7.5
July 1, 2020

When you Love Someone who doesn’t Love you Back.

Just the other day, I had a thought.

There’re almost eight billion of us sharing our planet, yet we are each alone in our experience of the world—who we love, what we like, and what we encounter throughout our journey of life. It blew my mind to know that no two lives and no two loves are ever the same.

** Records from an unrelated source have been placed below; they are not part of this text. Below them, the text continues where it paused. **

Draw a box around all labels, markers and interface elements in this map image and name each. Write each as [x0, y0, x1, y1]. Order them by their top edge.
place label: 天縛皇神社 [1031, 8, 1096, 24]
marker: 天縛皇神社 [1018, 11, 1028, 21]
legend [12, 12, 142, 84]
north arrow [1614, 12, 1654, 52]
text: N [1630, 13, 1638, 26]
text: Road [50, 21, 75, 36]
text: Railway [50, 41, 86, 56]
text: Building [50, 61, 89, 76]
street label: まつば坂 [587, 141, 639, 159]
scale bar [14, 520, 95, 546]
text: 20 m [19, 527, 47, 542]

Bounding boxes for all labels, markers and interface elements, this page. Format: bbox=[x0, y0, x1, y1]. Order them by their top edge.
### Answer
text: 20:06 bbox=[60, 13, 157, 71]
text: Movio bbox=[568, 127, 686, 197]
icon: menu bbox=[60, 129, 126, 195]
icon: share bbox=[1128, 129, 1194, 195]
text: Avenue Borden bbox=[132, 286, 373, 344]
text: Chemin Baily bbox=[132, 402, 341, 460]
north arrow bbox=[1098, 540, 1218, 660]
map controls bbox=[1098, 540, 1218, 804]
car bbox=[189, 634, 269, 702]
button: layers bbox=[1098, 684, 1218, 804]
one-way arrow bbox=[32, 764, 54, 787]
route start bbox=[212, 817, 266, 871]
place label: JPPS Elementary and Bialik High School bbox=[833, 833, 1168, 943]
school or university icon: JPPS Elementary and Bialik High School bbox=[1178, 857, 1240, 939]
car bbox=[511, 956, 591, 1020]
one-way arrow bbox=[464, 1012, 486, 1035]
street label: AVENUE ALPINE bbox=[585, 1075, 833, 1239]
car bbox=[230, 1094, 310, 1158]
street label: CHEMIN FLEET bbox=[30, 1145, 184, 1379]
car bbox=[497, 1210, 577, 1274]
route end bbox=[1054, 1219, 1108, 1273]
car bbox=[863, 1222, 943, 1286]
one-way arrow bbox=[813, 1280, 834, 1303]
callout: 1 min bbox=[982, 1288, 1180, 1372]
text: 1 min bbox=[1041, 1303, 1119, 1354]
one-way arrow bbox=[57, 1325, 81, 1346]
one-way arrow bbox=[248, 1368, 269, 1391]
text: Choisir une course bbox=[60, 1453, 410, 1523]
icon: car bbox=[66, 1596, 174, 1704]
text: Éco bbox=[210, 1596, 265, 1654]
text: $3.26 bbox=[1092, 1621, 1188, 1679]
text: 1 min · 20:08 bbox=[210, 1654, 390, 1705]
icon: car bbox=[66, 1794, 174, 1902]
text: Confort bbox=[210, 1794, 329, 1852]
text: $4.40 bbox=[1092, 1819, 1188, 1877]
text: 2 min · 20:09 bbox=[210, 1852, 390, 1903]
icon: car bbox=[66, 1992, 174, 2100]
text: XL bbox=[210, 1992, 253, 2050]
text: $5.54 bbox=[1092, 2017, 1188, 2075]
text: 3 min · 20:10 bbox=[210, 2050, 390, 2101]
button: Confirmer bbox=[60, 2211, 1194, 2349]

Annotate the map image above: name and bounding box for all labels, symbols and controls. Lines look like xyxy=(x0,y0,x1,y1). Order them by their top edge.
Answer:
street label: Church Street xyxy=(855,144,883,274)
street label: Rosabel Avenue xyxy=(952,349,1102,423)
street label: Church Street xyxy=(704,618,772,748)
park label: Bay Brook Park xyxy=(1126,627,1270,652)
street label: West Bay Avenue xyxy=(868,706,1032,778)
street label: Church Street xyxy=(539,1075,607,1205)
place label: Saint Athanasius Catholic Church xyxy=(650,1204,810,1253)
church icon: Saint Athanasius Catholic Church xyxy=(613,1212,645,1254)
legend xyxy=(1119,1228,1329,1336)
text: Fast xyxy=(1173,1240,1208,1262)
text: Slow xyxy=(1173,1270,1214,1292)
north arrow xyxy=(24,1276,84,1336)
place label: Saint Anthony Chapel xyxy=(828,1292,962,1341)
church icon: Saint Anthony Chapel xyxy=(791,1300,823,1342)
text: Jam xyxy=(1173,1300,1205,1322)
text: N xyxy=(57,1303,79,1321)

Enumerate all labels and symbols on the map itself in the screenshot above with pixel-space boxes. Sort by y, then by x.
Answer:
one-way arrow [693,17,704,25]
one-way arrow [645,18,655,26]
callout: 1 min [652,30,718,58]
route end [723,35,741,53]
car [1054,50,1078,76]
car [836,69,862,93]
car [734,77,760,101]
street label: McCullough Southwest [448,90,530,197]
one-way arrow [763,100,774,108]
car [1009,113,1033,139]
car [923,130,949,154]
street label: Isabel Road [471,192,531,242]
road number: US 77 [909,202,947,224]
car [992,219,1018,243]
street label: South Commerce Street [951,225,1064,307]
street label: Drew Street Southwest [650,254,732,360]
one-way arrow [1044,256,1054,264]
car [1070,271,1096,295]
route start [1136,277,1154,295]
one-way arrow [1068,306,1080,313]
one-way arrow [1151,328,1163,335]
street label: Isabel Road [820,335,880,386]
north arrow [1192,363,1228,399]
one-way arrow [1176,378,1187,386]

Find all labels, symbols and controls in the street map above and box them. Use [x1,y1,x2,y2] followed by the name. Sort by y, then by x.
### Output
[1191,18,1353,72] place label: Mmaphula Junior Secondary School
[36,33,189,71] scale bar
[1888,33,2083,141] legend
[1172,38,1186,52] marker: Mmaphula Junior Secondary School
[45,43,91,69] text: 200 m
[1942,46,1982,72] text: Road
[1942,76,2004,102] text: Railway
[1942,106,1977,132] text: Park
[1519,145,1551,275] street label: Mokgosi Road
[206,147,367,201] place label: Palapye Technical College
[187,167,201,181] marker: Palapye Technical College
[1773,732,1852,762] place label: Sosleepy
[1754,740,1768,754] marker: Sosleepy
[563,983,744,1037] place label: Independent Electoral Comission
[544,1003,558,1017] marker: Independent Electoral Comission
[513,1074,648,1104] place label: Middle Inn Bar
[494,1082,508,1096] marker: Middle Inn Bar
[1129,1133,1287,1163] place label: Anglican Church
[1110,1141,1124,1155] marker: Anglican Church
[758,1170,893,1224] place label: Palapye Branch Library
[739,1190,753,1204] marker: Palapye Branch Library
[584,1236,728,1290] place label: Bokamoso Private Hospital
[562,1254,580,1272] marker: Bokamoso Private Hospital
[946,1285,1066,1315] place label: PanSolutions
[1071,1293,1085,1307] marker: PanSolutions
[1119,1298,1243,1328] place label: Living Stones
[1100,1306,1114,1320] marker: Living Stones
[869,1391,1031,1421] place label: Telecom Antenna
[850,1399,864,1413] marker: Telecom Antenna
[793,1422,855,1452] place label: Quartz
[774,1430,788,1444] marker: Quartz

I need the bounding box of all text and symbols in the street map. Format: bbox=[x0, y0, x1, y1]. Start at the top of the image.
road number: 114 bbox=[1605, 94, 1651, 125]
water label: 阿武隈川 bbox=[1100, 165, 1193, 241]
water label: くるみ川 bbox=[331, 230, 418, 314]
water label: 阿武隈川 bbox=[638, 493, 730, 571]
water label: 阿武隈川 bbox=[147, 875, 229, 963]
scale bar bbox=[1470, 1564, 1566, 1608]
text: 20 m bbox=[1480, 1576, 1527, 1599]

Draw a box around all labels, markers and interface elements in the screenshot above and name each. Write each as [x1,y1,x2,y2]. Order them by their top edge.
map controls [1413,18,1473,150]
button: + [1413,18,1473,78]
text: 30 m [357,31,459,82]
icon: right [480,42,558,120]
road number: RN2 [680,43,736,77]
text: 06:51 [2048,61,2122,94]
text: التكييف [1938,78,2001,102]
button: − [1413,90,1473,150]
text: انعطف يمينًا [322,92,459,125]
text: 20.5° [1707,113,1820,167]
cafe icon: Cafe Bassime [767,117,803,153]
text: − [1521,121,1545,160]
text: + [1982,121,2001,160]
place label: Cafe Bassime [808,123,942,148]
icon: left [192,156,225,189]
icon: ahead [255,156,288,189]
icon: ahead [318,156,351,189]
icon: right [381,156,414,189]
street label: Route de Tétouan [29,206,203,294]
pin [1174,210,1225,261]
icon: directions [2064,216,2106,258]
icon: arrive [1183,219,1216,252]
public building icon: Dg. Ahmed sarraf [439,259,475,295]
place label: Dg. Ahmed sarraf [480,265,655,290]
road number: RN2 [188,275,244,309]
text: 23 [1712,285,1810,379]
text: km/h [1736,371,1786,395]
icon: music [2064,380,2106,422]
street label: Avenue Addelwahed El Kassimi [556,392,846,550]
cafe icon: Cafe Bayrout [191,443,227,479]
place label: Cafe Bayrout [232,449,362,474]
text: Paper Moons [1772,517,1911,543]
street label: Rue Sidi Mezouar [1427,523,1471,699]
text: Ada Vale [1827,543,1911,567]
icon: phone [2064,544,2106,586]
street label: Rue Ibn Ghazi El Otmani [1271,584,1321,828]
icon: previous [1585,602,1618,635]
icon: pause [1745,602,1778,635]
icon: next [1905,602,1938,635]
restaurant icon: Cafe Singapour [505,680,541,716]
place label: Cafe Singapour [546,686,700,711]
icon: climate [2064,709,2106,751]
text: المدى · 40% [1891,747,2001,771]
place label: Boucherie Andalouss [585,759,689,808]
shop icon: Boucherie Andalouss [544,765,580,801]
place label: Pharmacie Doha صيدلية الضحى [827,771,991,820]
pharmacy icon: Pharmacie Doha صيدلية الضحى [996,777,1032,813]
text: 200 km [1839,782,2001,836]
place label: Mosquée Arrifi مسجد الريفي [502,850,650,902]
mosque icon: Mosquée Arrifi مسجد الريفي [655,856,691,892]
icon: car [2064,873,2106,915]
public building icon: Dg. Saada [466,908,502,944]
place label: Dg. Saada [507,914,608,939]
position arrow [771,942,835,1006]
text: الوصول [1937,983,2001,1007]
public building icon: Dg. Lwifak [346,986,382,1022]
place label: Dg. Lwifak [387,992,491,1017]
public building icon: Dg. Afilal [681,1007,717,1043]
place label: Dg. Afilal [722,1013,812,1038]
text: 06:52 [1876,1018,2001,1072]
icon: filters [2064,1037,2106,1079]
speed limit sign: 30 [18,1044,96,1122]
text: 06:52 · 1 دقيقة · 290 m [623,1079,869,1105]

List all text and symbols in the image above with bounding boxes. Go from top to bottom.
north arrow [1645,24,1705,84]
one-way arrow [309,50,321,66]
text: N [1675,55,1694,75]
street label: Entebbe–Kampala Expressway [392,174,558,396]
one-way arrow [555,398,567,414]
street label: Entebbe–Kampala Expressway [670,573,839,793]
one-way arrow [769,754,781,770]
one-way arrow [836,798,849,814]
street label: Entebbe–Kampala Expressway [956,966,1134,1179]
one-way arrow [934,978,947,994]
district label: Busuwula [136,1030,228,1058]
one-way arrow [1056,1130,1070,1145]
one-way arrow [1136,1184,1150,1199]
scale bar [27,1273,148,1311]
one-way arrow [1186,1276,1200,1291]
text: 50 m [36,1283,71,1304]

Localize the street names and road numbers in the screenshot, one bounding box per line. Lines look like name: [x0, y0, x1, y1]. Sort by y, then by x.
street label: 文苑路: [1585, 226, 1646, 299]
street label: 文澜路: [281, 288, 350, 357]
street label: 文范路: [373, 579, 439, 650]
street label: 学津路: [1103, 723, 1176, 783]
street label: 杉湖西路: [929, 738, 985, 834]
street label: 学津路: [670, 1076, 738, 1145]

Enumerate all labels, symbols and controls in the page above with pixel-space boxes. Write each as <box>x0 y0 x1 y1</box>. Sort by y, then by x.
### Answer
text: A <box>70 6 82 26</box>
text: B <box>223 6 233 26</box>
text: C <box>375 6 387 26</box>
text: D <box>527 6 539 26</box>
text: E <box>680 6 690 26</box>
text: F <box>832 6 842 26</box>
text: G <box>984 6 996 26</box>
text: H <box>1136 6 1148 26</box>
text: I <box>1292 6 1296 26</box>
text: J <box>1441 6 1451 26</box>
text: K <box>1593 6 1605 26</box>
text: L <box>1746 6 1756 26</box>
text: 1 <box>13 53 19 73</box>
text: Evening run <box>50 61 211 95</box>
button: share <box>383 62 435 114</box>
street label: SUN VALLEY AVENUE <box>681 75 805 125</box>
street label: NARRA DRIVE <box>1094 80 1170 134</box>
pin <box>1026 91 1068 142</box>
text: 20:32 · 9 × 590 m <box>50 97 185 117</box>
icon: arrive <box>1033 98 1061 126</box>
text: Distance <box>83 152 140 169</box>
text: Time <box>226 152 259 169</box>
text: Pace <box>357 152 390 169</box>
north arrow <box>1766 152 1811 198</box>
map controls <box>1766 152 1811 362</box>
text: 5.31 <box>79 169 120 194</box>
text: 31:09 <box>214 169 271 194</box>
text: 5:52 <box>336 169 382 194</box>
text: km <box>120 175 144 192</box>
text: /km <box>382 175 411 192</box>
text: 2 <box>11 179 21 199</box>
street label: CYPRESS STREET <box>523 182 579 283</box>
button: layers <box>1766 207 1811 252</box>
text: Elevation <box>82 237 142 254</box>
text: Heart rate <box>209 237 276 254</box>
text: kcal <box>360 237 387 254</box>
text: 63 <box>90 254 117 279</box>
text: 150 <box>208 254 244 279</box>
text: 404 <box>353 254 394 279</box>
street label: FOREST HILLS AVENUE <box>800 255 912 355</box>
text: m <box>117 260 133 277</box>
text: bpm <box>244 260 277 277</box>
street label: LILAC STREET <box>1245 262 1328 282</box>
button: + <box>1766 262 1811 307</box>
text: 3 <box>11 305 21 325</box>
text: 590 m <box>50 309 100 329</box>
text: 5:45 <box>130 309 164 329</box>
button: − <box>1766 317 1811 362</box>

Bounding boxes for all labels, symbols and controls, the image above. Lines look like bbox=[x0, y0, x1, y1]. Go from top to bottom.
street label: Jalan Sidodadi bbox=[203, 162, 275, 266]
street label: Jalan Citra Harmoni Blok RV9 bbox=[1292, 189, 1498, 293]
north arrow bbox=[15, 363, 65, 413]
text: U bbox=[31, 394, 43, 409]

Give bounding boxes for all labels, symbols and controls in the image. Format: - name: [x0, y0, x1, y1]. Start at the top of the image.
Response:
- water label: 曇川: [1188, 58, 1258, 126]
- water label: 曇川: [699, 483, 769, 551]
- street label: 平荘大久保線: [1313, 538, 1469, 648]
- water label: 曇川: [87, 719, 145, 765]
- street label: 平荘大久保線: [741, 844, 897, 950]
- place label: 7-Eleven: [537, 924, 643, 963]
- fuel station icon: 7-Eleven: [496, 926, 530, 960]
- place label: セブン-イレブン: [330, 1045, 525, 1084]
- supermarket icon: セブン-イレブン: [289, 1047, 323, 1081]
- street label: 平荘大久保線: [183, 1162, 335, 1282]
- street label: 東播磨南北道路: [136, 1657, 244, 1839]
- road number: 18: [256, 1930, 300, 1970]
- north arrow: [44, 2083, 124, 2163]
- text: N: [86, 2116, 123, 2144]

When it comes to love, many of us romanticise about having one true love—one who penetrates the depths of our hearts—but how do we know that ours will find us? Or what if we find our love, but they don’t love us back—have we opened the wrong door?

The essence of romance is uncertainty; we risk our hearts without guarantees, diving headfirst into a pool of unknown depth, and love is incessantly hard to defy. We all fall in love on our own timelines—some feel love at first sight, some fall slowly, then all at once, and for some, love takes years or is realised once it’s too late. There’re endless shades of love, and as one of life’s valued treasures, and the most powerful of all human emotions, love has an ability to make or break us.

Although we live in a world where affections are paraded visually online, we only have to close our eyes in the moonlight to hear the cries of those whose hearts are in 100 pieces. Broken hearts are all around us; we only have to turn on the radio to hear it in the words of songs, or visit a gallery to see it within artistic works. Many iconic lyrics, films, and words grew from the roots of love and heartbreak.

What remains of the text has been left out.